> TASK STATEMENT
Count how many lines in the data hold "Badia". Only the number.

> EXCERPTED DATA
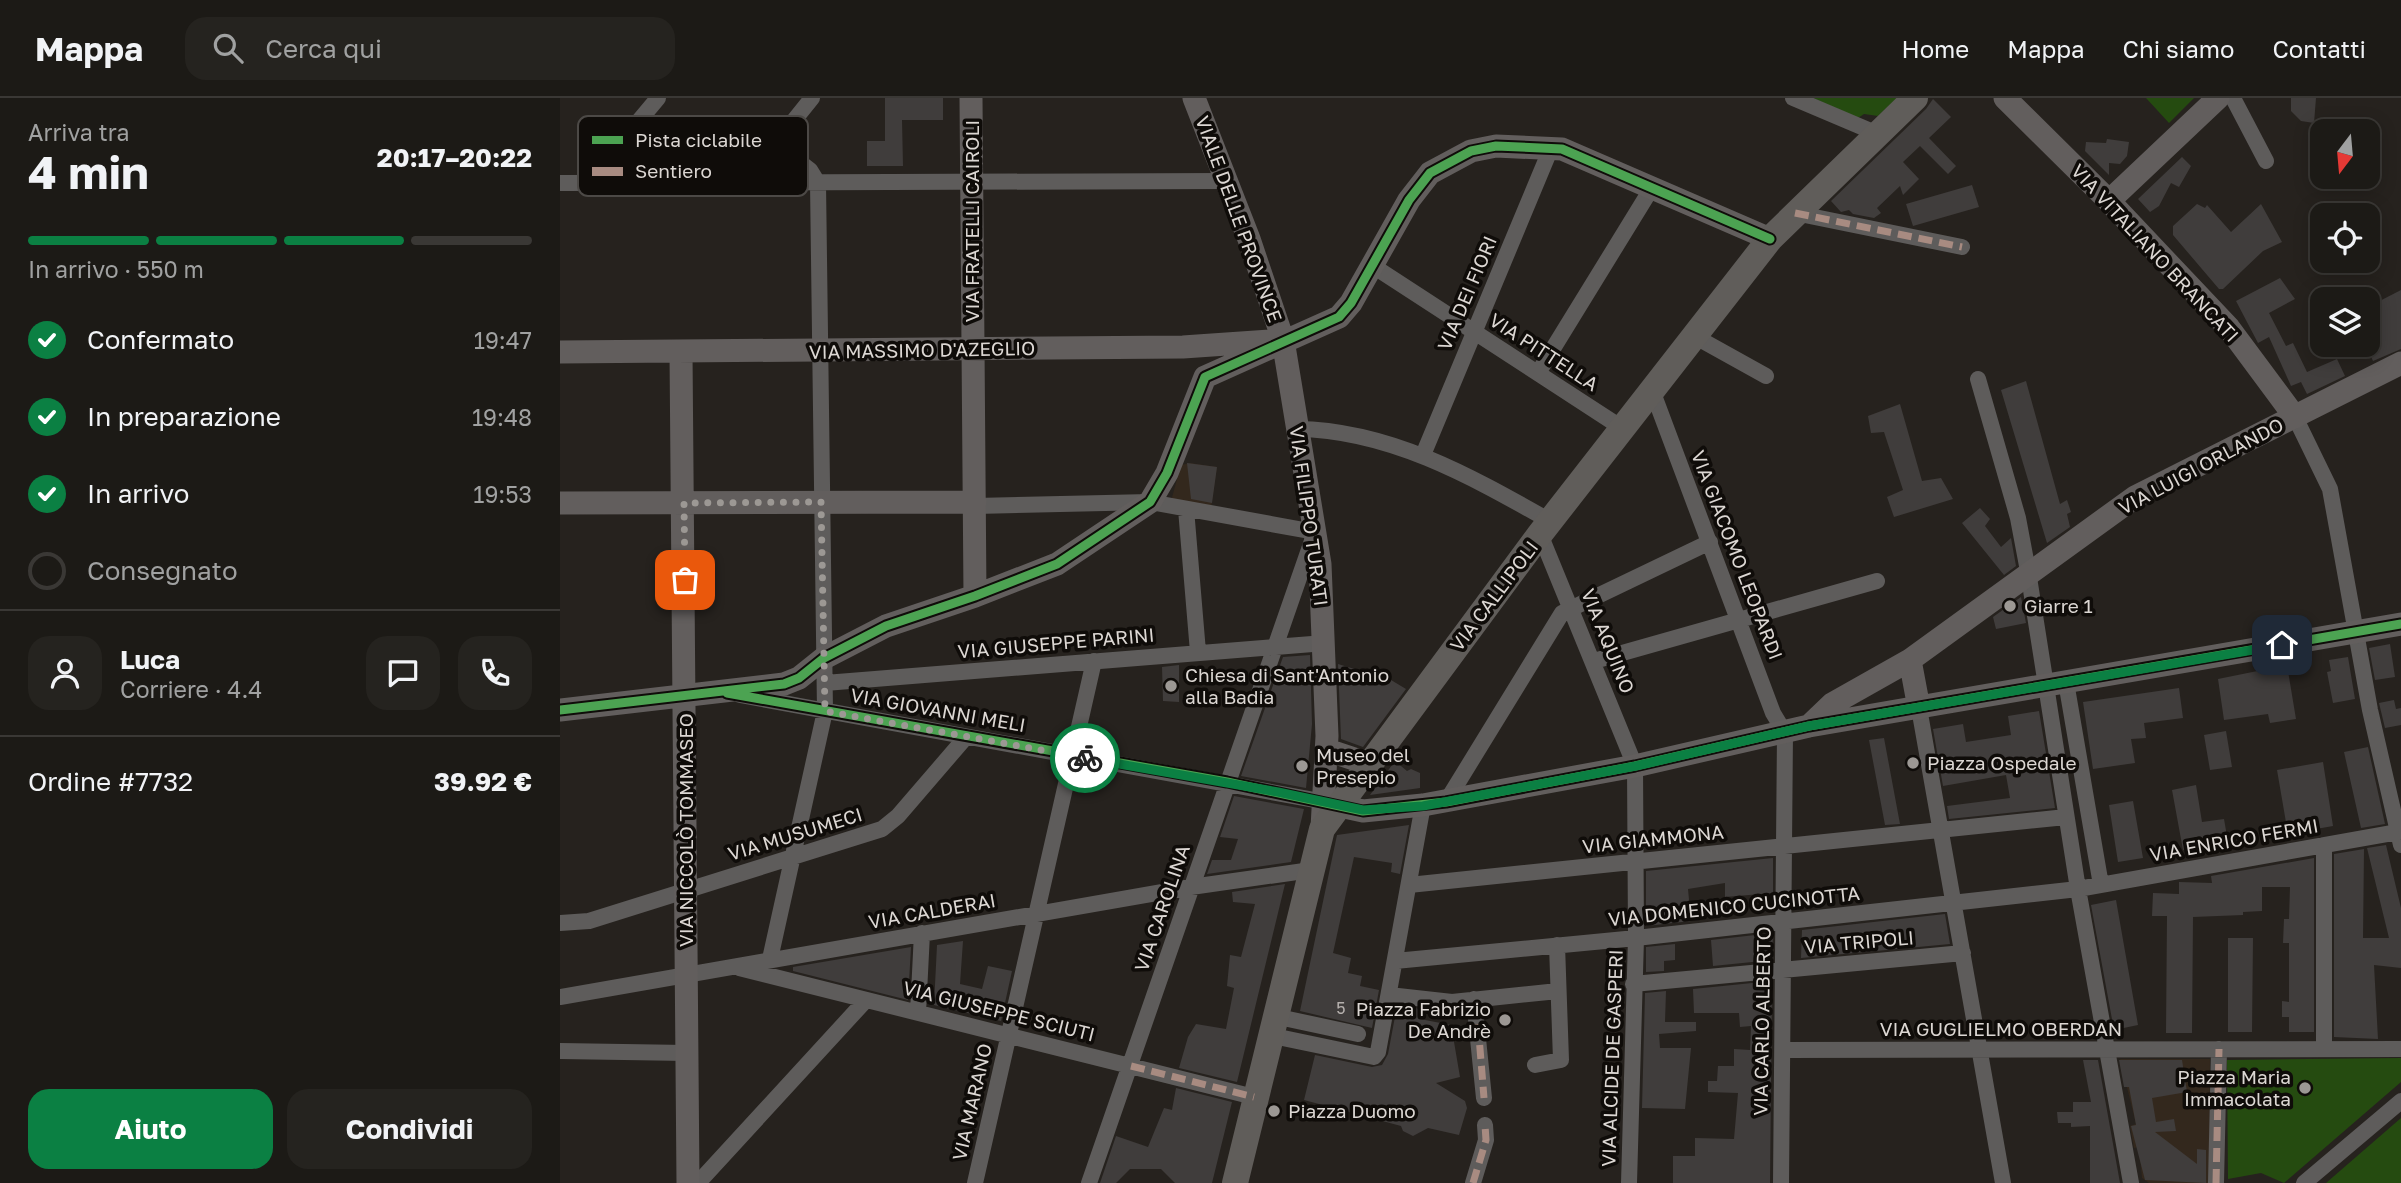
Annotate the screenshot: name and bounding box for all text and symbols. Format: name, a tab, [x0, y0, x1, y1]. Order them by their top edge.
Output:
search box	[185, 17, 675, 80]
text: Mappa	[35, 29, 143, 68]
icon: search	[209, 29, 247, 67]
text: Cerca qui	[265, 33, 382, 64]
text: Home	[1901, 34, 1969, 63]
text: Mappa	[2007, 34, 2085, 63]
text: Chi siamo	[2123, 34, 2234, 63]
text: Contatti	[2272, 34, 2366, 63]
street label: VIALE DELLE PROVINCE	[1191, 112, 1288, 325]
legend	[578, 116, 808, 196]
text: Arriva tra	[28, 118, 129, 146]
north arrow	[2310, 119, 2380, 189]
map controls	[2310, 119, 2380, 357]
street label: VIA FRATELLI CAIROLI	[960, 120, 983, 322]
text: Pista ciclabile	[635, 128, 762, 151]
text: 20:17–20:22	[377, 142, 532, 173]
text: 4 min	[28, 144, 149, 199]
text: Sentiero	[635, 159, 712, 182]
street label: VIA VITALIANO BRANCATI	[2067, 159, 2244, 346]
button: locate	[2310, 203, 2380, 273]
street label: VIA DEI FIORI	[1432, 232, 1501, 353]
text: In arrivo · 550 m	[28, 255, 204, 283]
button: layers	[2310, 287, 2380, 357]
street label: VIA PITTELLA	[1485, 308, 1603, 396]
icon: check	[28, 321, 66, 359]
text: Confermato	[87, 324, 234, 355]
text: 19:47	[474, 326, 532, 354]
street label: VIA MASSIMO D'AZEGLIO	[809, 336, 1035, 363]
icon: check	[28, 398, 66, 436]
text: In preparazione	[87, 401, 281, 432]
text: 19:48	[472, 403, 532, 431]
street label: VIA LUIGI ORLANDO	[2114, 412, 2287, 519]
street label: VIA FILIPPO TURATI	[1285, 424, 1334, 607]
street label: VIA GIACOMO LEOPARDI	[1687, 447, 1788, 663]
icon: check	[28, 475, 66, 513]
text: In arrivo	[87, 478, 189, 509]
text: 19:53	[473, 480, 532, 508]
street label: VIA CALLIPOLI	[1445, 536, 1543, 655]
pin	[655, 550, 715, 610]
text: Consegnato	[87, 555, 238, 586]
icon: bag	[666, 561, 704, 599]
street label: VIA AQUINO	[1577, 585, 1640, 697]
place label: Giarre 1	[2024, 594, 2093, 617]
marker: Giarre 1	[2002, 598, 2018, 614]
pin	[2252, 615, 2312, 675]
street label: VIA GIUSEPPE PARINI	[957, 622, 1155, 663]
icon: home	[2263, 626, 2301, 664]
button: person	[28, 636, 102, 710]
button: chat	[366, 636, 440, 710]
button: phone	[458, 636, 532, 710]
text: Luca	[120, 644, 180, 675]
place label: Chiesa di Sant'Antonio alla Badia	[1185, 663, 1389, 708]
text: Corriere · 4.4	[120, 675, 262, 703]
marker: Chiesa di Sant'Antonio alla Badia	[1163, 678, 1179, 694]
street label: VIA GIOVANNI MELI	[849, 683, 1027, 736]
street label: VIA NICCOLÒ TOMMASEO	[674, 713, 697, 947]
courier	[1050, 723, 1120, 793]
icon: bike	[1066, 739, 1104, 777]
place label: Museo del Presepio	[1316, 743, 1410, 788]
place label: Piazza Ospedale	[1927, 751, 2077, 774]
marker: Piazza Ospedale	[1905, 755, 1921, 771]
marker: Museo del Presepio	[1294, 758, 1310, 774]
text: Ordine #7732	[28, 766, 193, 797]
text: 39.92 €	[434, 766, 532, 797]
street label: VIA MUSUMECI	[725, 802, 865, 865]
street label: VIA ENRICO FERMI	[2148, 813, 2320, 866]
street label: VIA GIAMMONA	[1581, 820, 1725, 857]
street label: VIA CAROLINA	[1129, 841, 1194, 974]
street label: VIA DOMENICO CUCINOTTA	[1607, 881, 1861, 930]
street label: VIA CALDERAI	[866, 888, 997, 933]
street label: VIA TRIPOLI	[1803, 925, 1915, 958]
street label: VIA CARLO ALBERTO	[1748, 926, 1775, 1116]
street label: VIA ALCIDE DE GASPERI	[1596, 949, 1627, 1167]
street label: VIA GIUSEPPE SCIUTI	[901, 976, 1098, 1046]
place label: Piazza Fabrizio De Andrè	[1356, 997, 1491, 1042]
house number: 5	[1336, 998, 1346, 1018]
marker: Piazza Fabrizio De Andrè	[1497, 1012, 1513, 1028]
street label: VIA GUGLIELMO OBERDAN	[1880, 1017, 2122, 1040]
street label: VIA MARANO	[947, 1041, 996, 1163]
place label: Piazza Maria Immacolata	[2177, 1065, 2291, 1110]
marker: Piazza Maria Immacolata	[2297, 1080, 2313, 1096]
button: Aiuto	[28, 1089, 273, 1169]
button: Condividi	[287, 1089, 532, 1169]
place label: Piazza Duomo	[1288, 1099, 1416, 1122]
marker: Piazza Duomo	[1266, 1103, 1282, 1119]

> RESPONSE
2